OK. CFM does not equal mass flow. CFM means simply cubic feet of air per
minute. The amount of mass in that air is proportional to both the pressure
and the temperature, as described by the gas law PV = nRT.
I agree there are second-order losses in a regulator. It might make some
noise, and it might warm up a little or cool down a little. This is also
true of a transformer.
You know, what's *really* amazing is that I know Gary Coffman and Richard
Kinch and I are all intelligent, good writers, and well educated, and yet
we get THREE different answers.
I'd just love to get to the point of agreement.
So, Richard, I DISAGREE that cfm is equal on either side of the regulator.
It cannot be because mass is conserved! (See my previous posts)

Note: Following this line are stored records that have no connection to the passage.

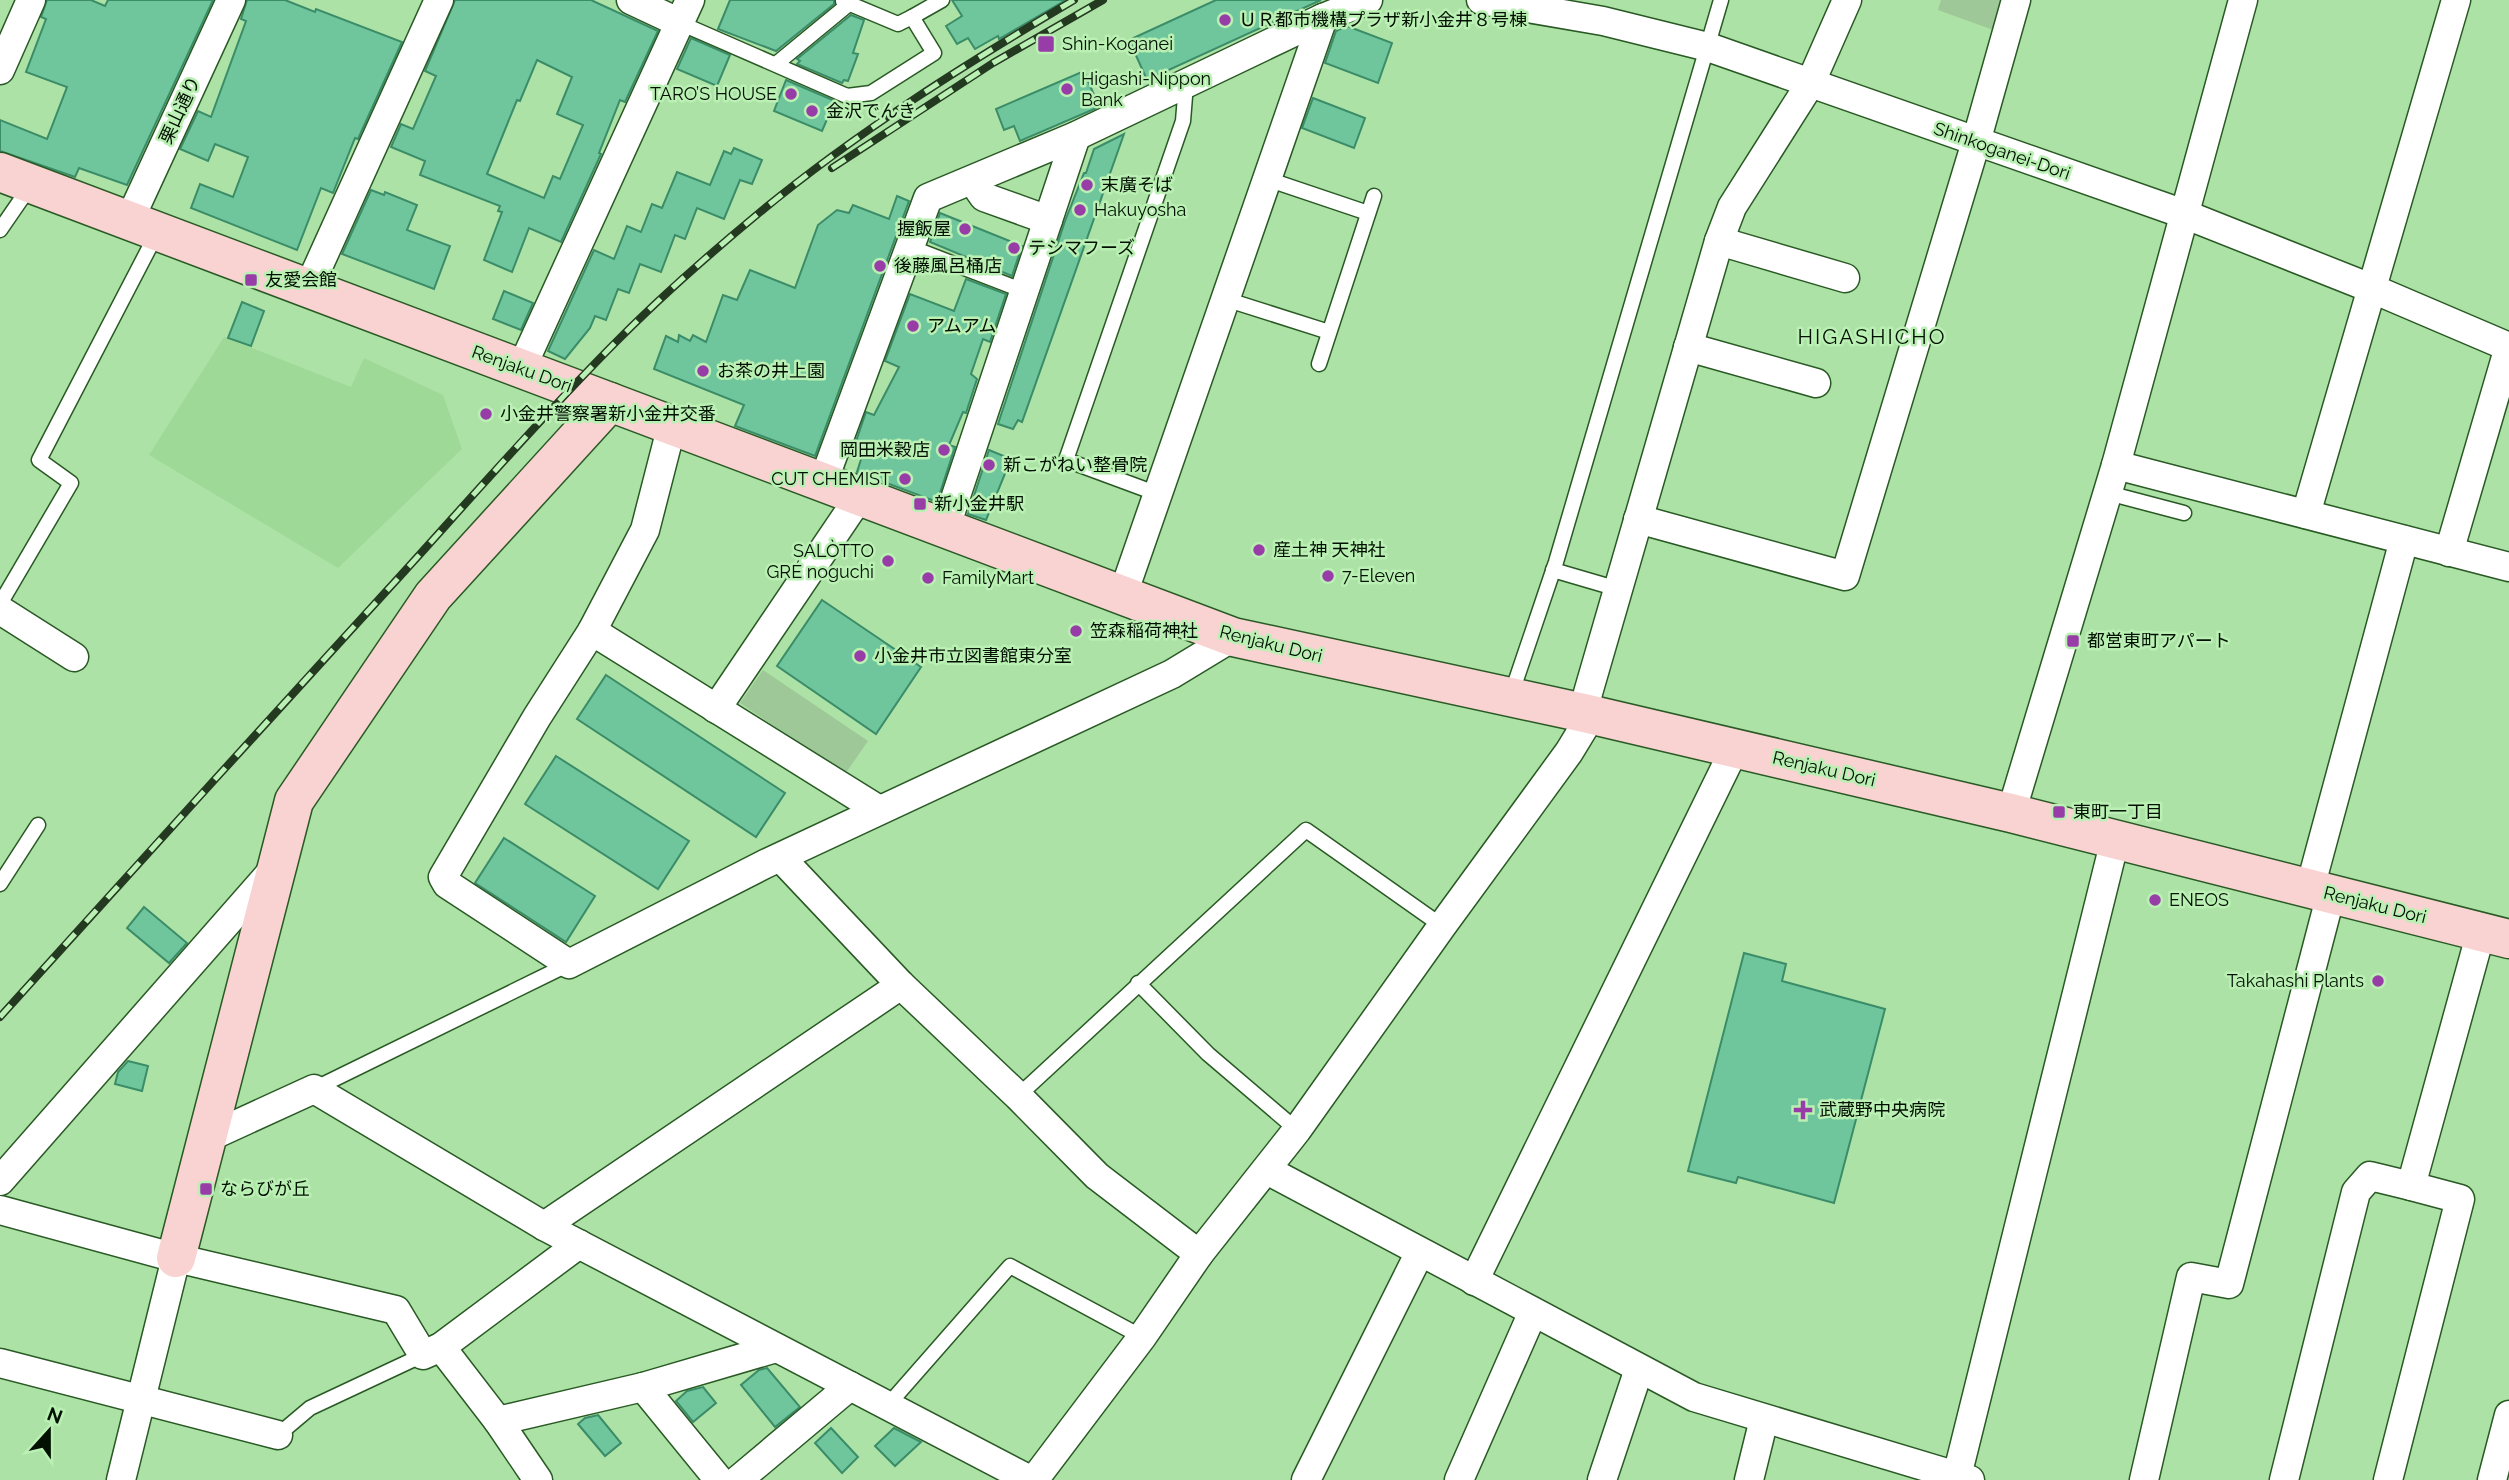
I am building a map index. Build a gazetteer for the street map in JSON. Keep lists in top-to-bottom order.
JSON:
{
  "streets": {
    "main road": ["Renjaku Dori"],
    "street": ["栗山通り", "Shinkoganei-Dori"]
  },
  "crossings": [
    ["栗山通り", "Renjaku Dori"]
  ],
  "districts": ["HIGASHICHO"],
  "places": {
    "other": [
      "ＵＲ都市機構プラザ新小金井８号棟",
      "Higashi-Nippon Bank",
      "TARO’S HOUSE",
      "金沢でんき",
      "末廣そば",
      "Hakuyosha",
      "握飯屋",
      "テシマフーズ",
      "後藤風呂桶店",
      "アムアム",
      "お茶の井上園",
      "小金井警察署新小金井交番",
      "岡田米穀店",
      "新こがねい整骨院",
      "CUT CHEMIST",
      "産土神 天神社",
      "SALÒTTO GRÉ noguchi",
      "7-Eleven",
      "FamilyMart",
      "笠森稲荷神社",
      "小金井市立図書館東分室",
      "ENEOS",
      "Takahashi Plants"
    ],
    "transit": [
      "Shin-Koganei",
      "友愛会館",
      "新小金井駅",
      "都営東町アパート",
      "東町一丁目",
      "ならびが丘"
    ],
    "health": ["武蔵野中央病院"]
  },
  "north": "top"
}
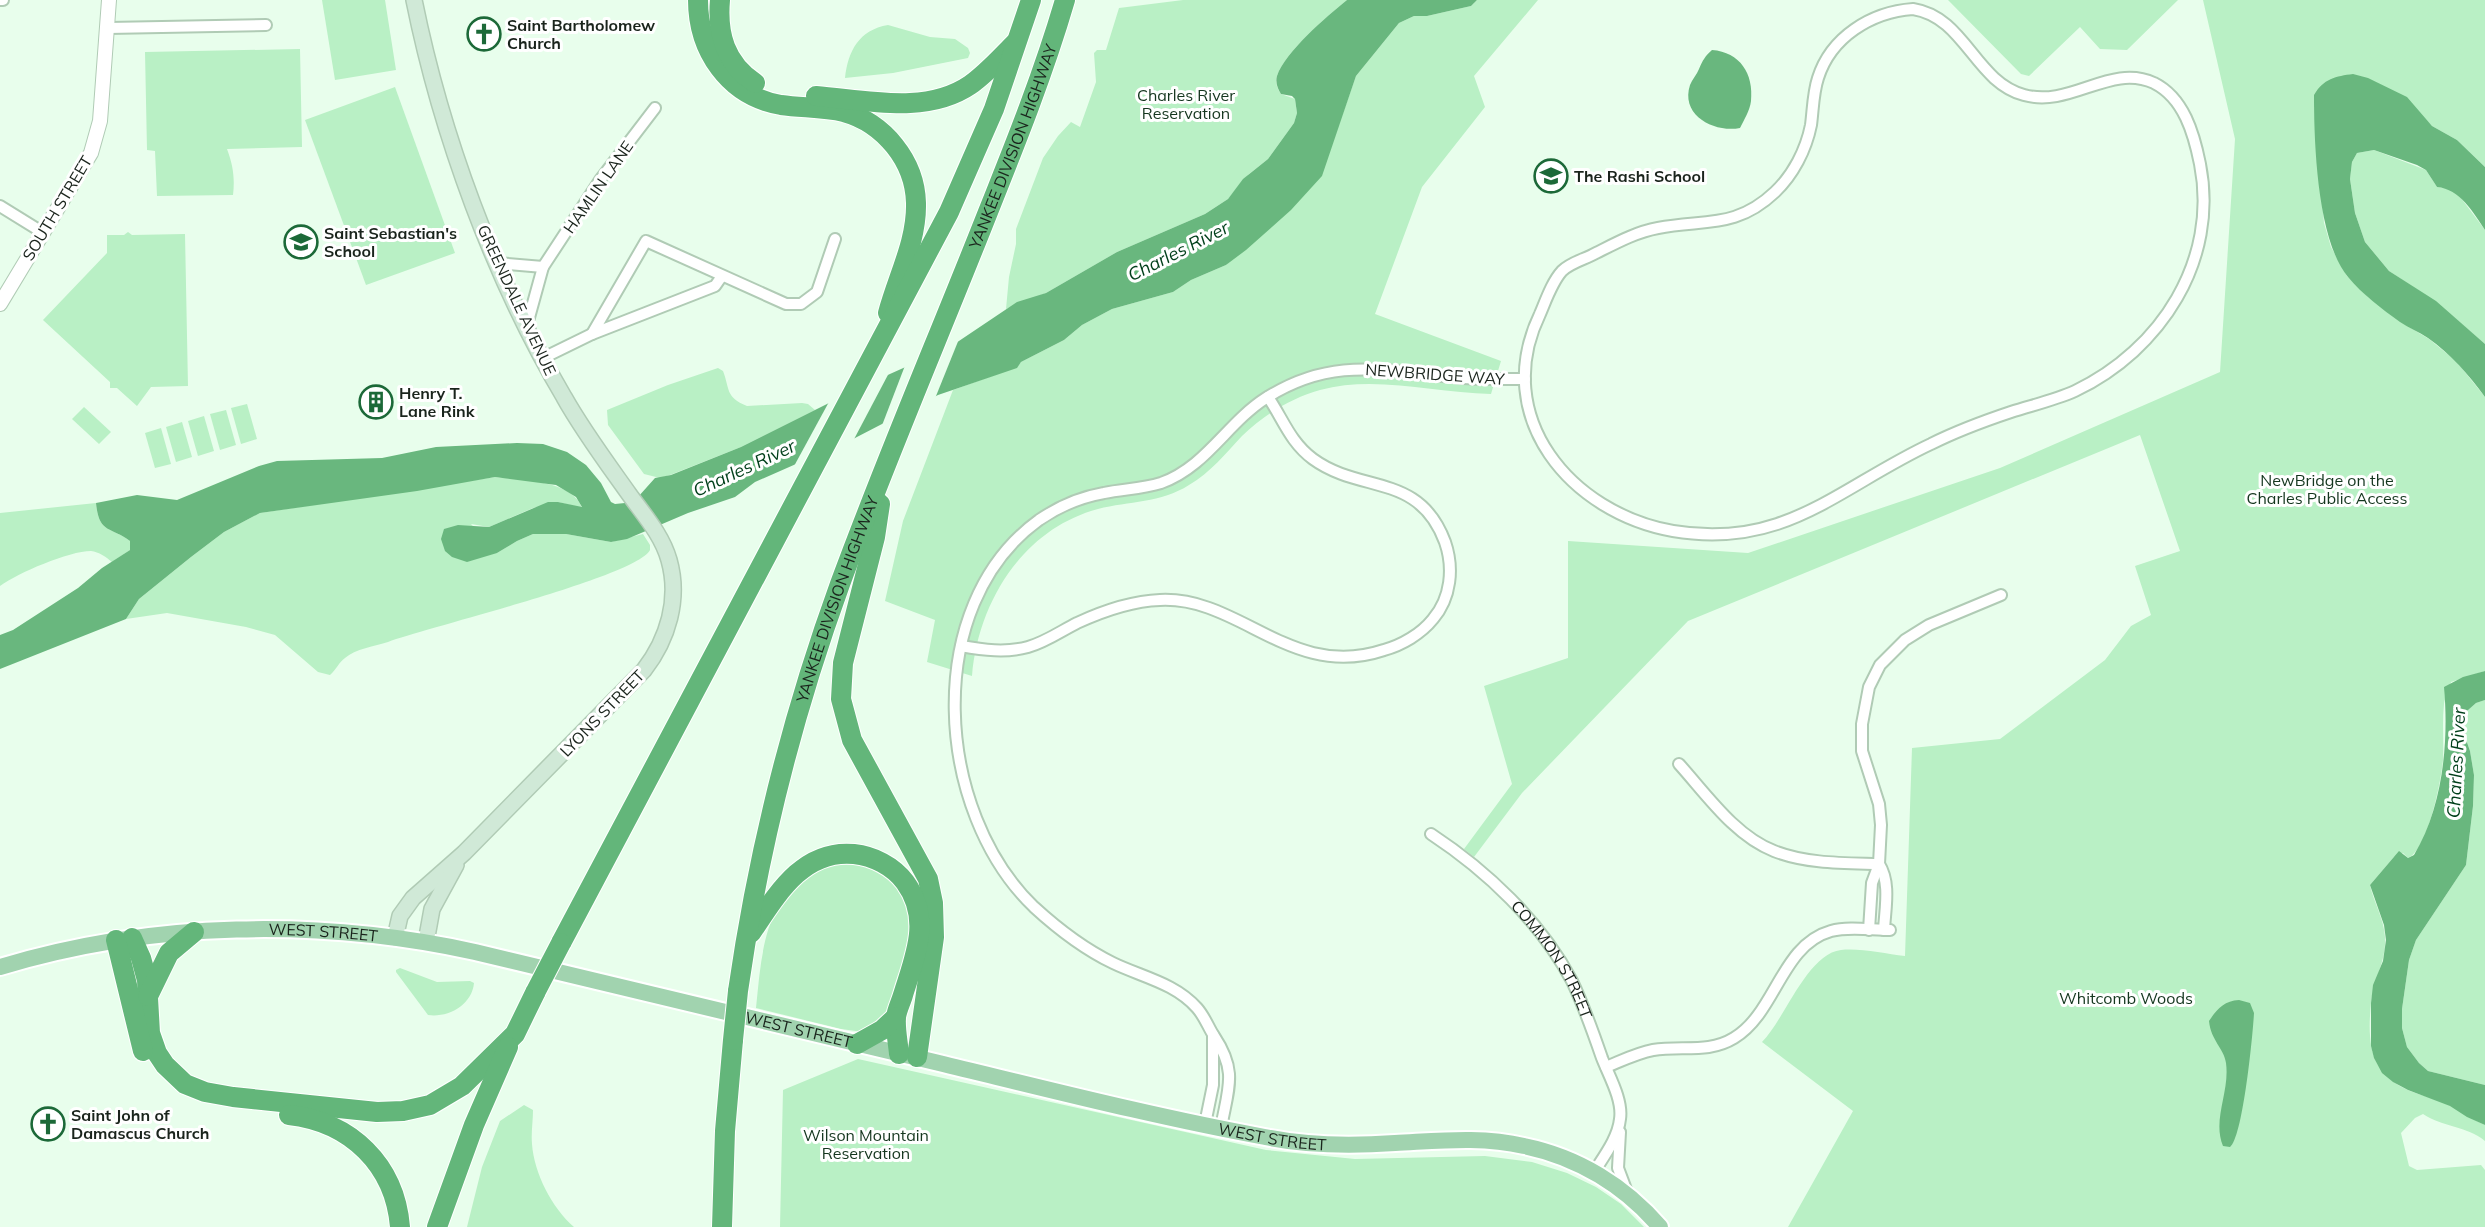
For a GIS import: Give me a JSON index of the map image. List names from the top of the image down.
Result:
{
  "streets": {
    "highway": ["YANKEE DIVISION HIGHWAY"],
    "main road": [
      "GREENDALE AVENUE",
      "LYONS STREET",
      "WEST STREET",
      "COMMON STREET"
    ],
    "street": ["HAMLIN LANE", "SOUTH STREET", "NEWBRIDGE WAY"]
  },
  "crossings": [
    ["HAMLIN LANE", "GREENDALE AVENUE"],
    ["GREENDALE AVENUE", "LYONS STREET"],
    ["NEWBRIDGE WAY", "WEST STREET"],
    ["LYONS STREET", "WEST STREET"],
    ["WEST STREET", "COMMON STREET"]
  ],
  "water": ["Charles River"],
  "parks": [
    "Charles River Reservation",
    "NewBridge on the Charles Public Access",
    "Whitcomb Woods",
    "Wilson Mountain Reservation"
  ],
  "places": {
    "church": ["Saint Bartholomew Church", "Saint John of Damascus Church"],
    "school or university": ["The Rashi School", "Saint Sebastian's School"],
    "building": ["Henry T. Lane Rink"]
  }
}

I think it *is* like a transformer.
Grant Erwin
Richard J Kinch wrote:
Gary Coffman writes:
Mathematically,
this has the same appearance as a dissipative resistance, but there
is *no dissipation*. Energy not used is simply retained in the tank.
Impossible.
We agree that mass flow (CFM) is conserved (equal) on either side of the
regulator.
We know: Power = CFM * pressure.
The regulator imposes: pressure (out) pressure (in).
Thus, since CFM is equal on both sides of the regulator, but pressure
decreases, there is a loss of power in the output compared to the input.
This ends up as heat as a direct consequence of the restriction that
creates turbulence and lowers the pressure. This waste heat is mostly
added to the output flow, even though the output may be at a cooler
temperature due to expansion. Some of the power lost is hissing noise
that radiates away and also eventually becomes heat. None of this is
"visible" to the source, so it is not "simply retained in the tank".
Look, if you want an air analog to an electrical transformer, you would
have to have an air motor (not a diaphragm regulator) doing the pressure
reduction, with the motor output used to regeneratively compress more
free air. That way, power would be conserved, like a transformer,
subject to some mechanical inefficiency.